Technically, the Bitcoin miners are trying to find a random number such that the SHA256 hash of the block has certain properties, but the details don't matter that much (and other cryptocurrencies use other puzzles). The key property of the puzzle, however, is that it is very easy to verify that a solution is correct, no matter how long it took a miner to find the solution. Since finding this random number requires lots of computation, being able to show the solution is proof that the miner has done the work to mine the block and deserves the reward.
The difficulty of the puzzle is adjusted automatically so that no matter how many computers are added by the miners around the entire planet, it will take all of them around ten minutes for one of them to find a random number that solves the puzzle.
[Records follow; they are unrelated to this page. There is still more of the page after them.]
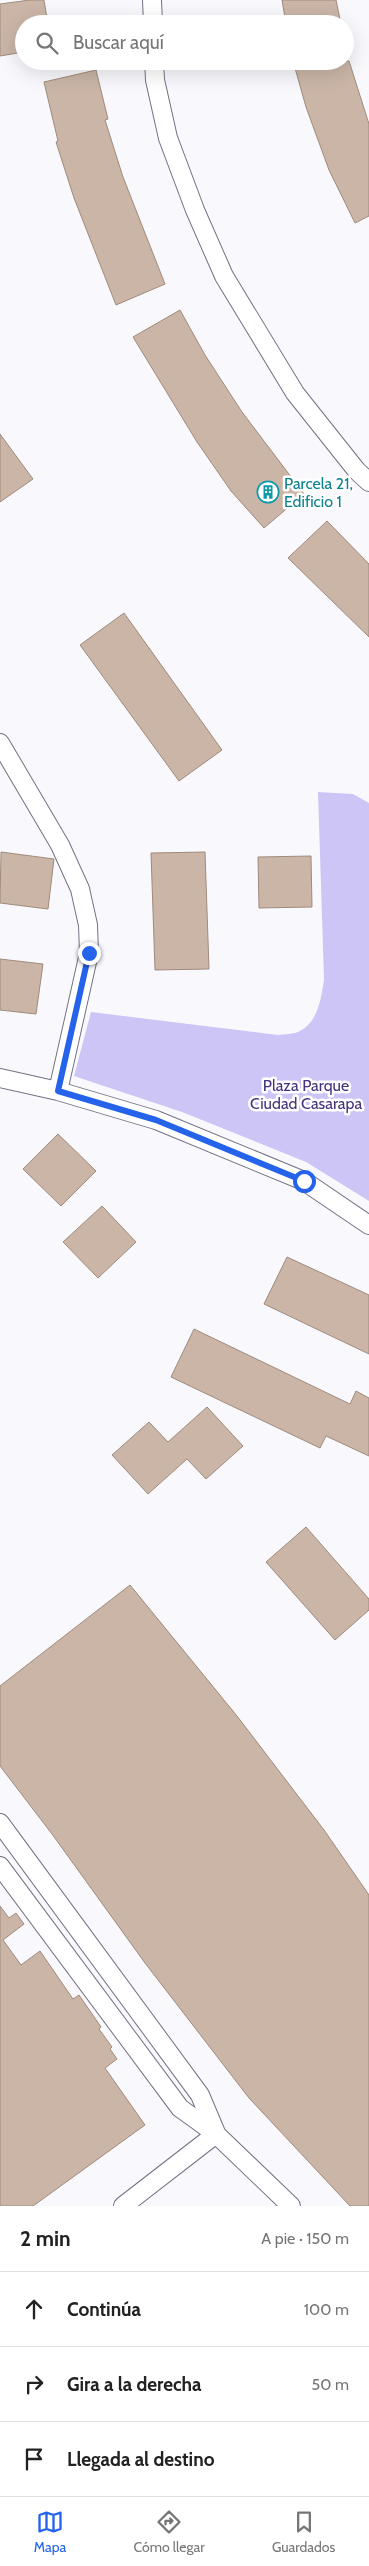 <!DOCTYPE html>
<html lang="es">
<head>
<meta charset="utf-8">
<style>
	:root { --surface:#fff; --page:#f6f6f6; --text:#222; --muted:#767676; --line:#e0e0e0; --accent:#2563eb }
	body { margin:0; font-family:Cabin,sans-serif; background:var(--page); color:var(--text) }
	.stop { position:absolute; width:15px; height:15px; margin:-11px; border:4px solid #2563eb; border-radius:50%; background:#fff }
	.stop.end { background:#2563eb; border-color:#fff; box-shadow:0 1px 5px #0008 }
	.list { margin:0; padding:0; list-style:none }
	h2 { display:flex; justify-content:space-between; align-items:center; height:65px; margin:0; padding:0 20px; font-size:21px }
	h2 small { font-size:16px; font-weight:400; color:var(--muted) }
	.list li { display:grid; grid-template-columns:32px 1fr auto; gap:15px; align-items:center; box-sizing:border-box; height:75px; padding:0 20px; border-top:1px solid var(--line) }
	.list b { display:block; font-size:19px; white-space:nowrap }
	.list em { font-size:16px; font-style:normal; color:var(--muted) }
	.icon { flex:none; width:28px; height:28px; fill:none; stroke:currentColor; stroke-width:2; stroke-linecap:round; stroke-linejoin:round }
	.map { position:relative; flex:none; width:369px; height:2206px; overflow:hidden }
	.search { position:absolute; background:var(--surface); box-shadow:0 5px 20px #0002; left:15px; right:15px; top:15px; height:55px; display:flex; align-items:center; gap:12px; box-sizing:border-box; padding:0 18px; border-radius:28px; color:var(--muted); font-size:19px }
	.sheet { height:290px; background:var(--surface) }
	nav { display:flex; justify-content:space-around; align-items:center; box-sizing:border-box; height:70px; border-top:1px solid var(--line); background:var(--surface); font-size:14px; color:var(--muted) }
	nav a { display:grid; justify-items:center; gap:2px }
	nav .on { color:var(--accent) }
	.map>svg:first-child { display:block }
	.green { fill:#ccc5f6 }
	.building { fill:#cab5a7; stroke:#9f8b7d }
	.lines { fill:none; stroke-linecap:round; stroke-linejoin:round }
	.minor-casing { stroke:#737185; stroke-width:20 }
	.minor { stroke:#fff; stroke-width:18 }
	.route { stroke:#2563eb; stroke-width:6 }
	.labels { text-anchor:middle; stroke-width:5; stroke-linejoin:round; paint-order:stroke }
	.culture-label { font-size:16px; fill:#0d838f; stroke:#fff; text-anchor:start }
	.park-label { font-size:16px; fill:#46337c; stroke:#fff }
</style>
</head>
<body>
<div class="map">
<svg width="369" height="2206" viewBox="0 0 369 2206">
	<rect width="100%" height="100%" fill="#f9f9fd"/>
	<path class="green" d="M 318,792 L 353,794 L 369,803 L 369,1201 L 306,1162 L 182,1112 L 74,1076 L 91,1012 L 278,1035 C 284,1034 293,1034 298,1032 C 318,1023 321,999 324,980 Z"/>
	<path class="building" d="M 30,0 L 44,0 L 48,24 L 24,24 L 24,52 L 0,56 L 0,4 Z
		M 282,0 L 336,0 L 341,24 L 286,24 Z
		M 293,61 L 349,61 L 369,124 L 369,216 L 355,223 L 329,170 L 306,107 Z
		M 96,70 L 108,119 L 105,120 L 123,177 L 165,284 L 116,305 L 74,198 L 56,142 L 58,141 L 44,82 Z
		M 180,310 L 205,355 L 242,412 L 304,494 L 264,528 L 231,491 L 197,442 L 133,337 Z
		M 0,434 L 33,479 L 0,502 Z
		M 327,521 L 369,564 L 369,637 L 288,558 Z
		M 124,613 L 222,750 L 179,781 L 80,645 Z
		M 1,852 L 54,859 L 48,909 L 0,903 Z
		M 205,852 L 209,969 L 155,970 L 151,853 Z
		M 311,856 L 312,907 L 259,908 L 258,857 Z
		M 0,959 L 43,964 L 36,1014 L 0,1010 Z
		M 58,1134 L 96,1171 L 61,1206 L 23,1169 Z
		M 102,1206 L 136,1242 L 98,1278 L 63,1242 Z
		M 287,1257 L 369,1295 L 369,1354 L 264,1304 Z
		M 194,1329 L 350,1404 L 356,1391 L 369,1398 L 369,1456 L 326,1436 L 320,1448 L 171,1377 Z
		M 207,1407 L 243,1446 L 206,1479 L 187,1459 L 148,1494 L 112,1455 L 149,1422 L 168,1442 Z
		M 306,1527 L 369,1599 L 369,1610 L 335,1640 L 266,1562 Z
		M 130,1585 L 237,1716 L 324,1830 L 369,1895 L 369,2206 L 350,2206 L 249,2098 L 145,1963 L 52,1834 L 0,1766 L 0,1686 Z
		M 0,1906 L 9,1918 L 16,1913 L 24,1924 L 3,1940 L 21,1965 L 40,1951 L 73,1999 L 79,1995 L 101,2027 L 99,2029 L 112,2047 L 110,2049 L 117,2059 L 105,2068 L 145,2125 L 33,2206 L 0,2206 Z"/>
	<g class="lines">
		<g class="minor-casing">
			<path id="minor" d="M 152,0 L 153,24
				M 154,61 L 155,80 L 168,138 L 195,210 L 224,276 L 295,393 L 357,471 L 369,482
				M 0,743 L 60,845 L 80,889 L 88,925 L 89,953 L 58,1091
				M 0,1078 L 58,1091 L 156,1120 L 304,1181 L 369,1225
				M 0,1823 L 200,2095 L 216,2133
				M 0,1866 L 180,2108 L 216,2134 L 291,2206
				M 123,2206 L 216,2134"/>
		</g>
		<use href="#minor" class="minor"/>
	</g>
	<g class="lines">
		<path class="route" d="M 89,953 L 58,1091 L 156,1120 L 304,1181"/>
	</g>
	<defs>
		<g id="building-ring" transform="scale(1.125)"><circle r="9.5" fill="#fff" stroke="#0f9aa8" stroke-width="1.5"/><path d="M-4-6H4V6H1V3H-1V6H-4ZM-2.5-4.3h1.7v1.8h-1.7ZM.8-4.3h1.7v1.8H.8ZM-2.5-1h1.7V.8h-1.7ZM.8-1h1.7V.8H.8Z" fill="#0f9aa8"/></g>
	</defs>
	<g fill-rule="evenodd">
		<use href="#building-ring" x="268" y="492"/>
	</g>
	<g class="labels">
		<g class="culture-label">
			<text x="284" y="489">Parcela 21,<tspan x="284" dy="18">Edificio 1</tspan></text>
		</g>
		<g class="park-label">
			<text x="306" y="1091">Plaza Parque<tspan x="306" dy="18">Ciudad Casarapa</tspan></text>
		</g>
	</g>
</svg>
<div class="stop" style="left:304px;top:1181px"></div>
<div class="stop end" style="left:89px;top:953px"></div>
<div class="search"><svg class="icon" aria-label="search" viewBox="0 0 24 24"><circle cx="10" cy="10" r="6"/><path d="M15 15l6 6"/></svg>Buscar aquí</div>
</div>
<section class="sheet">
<h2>2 min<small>A pie · 150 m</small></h2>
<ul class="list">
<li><svg class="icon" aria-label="ahead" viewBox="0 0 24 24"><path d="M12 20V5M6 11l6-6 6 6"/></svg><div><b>Continúa</b></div><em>100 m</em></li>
<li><svg class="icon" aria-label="right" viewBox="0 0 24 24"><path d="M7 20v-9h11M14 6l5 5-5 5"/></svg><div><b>Gira a la derecha</b></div><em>50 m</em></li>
<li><svg class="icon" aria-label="arrive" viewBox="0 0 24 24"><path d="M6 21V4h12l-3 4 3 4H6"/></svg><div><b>Llegada al destino</b></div></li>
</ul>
</section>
<nav>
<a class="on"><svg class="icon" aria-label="map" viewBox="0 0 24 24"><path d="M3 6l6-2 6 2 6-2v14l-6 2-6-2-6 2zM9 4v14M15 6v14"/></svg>Mapa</a>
<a><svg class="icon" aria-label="directions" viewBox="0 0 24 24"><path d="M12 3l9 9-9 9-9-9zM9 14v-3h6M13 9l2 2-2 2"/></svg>Cómo llegar</a>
<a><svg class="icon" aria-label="saved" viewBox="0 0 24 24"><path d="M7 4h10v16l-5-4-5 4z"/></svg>Guardados</a>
</nav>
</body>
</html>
And since the puzzle includes the block identifier of the parent block, it acts as a signature that creates an ordered chain of blocks.
Because solving the puzzle takes lots of computation, and computation requires lots of energy, the Proof Of Work cryptocurrencies are ecological disasters. All of the miners who have also been working on the same parent block, but did not find a solution, must throw away their work on that block, and start over on the next block. This is incredibly wasteful on a global scale. However, the reward for mining a block is currently 6.25 BTC or $300k, so as long as an individual miner's cost is less than that to operate per block that they mine, they are incentivized to try to solve this puzzle regardless of the cost to the other miners.
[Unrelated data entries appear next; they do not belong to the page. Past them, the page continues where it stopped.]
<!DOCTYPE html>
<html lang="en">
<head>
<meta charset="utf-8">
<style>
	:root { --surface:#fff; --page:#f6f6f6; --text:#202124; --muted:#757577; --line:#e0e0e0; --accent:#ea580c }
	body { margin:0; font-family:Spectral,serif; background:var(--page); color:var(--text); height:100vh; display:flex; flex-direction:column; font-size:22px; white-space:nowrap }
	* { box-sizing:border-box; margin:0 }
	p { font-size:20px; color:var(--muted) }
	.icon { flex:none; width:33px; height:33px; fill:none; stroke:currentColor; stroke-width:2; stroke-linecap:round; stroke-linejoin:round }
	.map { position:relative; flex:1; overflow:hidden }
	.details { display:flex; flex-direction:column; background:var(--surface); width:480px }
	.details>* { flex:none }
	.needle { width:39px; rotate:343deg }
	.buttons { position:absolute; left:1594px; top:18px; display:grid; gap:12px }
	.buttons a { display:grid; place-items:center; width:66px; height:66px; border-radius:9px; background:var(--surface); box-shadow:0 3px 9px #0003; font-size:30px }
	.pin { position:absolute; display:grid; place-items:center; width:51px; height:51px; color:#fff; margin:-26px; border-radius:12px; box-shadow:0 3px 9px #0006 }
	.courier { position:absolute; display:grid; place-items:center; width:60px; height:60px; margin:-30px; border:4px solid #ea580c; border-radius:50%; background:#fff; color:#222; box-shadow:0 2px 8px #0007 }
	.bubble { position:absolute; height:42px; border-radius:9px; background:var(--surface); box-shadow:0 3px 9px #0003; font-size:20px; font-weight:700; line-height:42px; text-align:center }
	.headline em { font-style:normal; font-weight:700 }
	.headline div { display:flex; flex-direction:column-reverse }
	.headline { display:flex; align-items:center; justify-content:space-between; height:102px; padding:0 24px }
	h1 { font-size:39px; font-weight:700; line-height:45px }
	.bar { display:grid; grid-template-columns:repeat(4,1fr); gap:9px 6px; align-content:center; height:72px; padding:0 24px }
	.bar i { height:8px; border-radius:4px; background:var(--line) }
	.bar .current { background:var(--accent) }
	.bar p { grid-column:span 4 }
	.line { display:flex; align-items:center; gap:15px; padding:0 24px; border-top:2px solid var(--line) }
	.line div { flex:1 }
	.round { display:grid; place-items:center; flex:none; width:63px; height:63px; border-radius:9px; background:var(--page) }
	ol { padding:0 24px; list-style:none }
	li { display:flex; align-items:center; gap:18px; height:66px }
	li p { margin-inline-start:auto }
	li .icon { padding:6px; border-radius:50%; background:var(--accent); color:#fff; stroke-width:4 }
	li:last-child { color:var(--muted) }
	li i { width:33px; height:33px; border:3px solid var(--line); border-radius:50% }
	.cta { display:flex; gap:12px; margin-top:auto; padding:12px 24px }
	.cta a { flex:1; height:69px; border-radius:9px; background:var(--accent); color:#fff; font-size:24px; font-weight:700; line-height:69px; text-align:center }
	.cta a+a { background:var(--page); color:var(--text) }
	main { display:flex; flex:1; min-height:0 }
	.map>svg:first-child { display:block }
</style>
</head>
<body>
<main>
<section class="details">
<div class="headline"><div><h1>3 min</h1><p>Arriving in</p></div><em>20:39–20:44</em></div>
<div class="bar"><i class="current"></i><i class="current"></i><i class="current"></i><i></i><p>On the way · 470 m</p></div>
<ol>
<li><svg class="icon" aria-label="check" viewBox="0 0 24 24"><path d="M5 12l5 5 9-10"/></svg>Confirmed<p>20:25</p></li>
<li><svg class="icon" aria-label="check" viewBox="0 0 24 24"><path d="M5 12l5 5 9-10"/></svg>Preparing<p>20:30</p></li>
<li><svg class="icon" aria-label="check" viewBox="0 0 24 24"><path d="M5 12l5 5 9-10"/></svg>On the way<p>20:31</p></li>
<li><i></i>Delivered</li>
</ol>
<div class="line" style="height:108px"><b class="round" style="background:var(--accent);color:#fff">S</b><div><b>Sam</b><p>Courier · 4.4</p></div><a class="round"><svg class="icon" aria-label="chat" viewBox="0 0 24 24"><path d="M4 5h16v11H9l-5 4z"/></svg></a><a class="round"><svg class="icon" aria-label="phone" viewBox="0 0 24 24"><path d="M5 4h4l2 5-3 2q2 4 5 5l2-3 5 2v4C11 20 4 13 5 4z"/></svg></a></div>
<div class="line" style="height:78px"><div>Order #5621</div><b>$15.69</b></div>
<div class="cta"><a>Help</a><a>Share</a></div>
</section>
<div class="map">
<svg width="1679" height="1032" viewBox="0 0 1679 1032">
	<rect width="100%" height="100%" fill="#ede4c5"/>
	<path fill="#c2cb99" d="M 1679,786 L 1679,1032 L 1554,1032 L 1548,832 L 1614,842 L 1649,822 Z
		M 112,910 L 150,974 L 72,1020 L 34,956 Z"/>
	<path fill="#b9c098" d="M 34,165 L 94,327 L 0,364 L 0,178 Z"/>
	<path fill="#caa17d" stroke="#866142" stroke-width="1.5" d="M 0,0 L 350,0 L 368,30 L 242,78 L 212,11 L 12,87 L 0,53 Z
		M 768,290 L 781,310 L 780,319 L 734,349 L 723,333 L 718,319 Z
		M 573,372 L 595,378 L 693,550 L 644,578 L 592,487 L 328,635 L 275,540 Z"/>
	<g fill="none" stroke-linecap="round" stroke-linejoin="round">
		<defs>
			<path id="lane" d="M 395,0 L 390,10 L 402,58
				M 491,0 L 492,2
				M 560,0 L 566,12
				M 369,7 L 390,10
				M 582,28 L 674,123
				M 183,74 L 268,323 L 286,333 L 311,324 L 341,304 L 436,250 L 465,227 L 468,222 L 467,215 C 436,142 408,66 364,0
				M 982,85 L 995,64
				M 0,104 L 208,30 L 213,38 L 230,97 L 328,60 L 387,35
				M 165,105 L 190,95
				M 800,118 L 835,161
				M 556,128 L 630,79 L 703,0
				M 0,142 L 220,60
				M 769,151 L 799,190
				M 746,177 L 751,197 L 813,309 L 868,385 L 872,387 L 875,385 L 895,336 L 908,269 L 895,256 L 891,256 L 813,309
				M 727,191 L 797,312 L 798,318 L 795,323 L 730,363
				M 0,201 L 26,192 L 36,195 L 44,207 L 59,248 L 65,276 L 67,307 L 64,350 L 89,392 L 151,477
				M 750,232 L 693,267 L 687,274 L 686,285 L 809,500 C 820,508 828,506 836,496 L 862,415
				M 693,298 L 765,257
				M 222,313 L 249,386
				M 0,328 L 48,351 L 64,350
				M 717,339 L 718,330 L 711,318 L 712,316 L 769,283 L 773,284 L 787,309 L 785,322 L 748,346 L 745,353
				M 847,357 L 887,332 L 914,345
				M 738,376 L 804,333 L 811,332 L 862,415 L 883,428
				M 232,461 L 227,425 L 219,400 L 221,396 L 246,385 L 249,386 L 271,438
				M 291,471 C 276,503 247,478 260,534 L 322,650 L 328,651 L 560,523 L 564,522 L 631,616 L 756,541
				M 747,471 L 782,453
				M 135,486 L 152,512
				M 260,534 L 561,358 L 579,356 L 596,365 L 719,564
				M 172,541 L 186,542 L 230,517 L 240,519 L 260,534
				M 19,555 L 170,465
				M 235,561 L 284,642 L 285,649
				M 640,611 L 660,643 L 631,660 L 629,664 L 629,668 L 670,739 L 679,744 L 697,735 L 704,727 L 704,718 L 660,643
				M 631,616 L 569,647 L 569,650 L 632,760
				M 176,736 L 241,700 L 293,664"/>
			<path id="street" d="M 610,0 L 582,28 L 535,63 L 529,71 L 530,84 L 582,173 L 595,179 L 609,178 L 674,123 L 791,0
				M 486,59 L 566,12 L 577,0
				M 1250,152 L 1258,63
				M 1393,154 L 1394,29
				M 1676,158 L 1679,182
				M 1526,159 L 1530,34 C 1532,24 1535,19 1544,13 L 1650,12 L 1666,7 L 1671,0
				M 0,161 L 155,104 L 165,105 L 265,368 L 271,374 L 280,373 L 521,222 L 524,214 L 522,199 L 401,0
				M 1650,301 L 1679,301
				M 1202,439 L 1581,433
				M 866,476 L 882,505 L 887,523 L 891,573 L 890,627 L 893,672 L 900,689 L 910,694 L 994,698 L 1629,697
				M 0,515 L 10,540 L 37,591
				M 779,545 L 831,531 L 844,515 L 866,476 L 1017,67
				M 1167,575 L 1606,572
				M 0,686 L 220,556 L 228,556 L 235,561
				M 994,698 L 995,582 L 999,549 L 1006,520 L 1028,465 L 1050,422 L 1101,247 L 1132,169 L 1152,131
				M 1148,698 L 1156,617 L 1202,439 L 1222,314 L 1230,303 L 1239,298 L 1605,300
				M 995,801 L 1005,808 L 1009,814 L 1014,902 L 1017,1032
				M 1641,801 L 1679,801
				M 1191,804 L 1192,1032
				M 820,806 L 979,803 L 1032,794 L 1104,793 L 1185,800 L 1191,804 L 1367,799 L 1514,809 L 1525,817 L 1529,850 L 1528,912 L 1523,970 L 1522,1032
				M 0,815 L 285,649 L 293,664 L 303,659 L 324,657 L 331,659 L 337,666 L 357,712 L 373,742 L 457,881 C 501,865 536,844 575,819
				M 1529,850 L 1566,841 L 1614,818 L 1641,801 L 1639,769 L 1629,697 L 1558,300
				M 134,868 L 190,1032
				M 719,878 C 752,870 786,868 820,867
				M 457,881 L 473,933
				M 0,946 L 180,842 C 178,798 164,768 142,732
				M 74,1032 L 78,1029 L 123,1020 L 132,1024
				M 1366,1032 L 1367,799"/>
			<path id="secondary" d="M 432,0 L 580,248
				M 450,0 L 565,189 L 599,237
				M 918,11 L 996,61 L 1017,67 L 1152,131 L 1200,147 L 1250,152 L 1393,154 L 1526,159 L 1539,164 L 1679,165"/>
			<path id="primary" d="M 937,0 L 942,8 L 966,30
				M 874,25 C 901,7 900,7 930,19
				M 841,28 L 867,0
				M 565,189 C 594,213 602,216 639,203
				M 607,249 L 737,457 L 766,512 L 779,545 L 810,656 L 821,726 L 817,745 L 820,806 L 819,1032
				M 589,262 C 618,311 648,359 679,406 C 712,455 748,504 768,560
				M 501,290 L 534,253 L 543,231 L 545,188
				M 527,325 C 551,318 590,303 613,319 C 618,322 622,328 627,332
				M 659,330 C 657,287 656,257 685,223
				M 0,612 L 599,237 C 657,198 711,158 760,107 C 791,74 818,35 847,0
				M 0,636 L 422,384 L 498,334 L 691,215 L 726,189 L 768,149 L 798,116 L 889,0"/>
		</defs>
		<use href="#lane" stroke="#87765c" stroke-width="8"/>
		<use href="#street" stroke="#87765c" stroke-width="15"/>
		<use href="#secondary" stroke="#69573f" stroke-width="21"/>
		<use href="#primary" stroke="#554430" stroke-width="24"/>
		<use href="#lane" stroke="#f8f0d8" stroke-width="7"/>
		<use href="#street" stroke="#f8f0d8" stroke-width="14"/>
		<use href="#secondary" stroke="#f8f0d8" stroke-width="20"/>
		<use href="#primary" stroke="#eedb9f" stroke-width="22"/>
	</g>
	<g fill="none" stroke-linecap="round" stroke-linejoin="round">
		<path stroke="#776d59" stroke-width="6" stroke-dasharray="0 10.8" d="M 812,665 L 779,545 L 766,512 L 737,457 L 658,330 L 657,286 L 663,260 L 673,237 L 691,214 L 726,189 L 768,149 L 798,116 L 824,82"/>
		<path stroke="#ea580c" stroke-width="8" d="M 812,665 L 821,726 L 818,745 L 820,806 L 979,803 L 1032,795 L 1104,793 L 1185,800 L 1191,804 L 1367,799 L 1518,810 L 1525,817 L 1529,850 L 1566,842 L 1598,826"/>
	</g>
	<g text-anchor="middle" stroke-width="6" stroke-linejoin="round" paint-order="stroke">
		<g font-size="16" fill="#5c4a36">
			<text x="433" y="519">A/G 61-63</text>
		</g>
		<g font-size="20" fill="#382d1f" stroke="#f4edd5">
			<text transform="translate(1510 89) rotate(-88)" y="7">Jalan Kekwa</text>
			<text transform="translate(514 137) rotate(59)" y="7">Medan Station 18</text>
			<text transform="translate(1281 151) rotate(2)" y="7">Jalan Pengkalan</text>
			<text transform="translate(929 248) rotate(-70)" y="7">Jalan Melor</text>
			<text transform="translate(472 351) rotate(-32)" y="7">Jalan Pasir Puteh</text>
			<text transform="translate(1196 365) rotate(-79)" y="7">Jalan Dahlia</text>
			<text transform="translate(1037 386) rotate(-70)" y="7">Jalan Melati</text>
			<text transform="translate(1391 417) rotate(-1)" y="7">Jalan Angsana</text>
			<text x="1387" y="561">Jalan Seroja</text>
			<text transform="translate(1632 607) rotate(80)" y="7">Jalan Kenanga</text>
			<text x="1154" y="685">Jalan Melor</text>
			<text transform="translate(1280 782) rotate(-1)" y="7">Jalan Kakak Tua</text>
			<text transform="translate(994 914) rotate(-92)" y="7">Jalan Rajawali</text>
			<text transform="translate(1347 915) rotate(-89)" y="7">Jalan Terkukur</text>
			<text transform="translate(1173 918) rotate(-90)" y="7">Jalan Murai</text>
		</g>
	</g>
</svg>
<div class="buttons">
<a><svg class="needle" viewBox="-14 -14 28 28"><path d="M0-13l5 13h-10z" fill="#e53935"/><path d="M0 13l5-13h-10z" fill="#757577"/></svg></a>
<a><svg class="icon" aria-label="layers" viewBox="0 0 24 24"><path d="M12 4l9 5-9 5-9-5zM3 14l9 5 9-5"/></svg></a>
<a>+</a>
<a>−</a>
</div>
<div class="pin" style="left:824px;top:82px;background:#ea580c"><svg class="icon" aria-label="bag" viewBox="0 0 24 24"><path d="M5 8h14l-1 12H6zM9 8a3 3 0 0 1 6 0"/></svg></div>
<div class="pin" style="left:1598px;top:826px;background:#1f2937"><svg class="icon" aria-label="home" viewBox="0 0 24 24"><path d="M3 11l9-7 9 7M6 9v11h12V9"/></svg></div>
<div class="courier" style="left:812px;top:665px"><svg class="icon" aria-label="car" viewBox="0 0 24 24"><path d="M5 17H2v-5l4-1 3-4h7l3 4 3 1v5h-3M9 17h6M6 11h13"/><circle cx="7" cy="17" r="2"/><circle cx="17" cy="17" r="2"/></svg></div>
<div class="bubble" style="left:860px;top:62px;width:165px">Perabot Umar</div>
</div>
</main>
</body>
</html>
Ideally the price of the cryptocurrency would reflect the price of energy, although many of the large mining pools are based in countries with cheap coal power and as a result the price of the cryptocurrency doesn't take into account the externalities of generating the power for the Proof of Work system. This leads to the famous quote:
imagine if keeping your car idling 24/7 produced solved Sudokus that you could trade for heroin
Currently the mining pools are using around the same energy as the country of New Zealand. Each transaction included in the block is about the same carbon footprint as half a billion credit card transactions. It is really bad.
Anonymity
And the worst part is that it doesn't provide the anonymity that many of the users want because the distributed ledger is public and everyone can see all the transactions. This makes it possible to trace how funds move through the system. While the bitcoin wallet addresses are just random numbers, they do provide tracability.
Like most cyber criminal enterprises, their interface with the real world is where they become vulnerable to old-fashioned police work. When the DoJ closed down Silk Road, they gained access to the wallets of the website. This allowed them to follow backwards through the blockchain every wallet that had sent bitcoins to it, and every wallet that had exchanged bitcoins with that wallet, etc. This provided an entire web of evidence that they could then trace to find when these bitcoin touched real-world businesses, allowing them to the track down the real people involved in many of the transactions.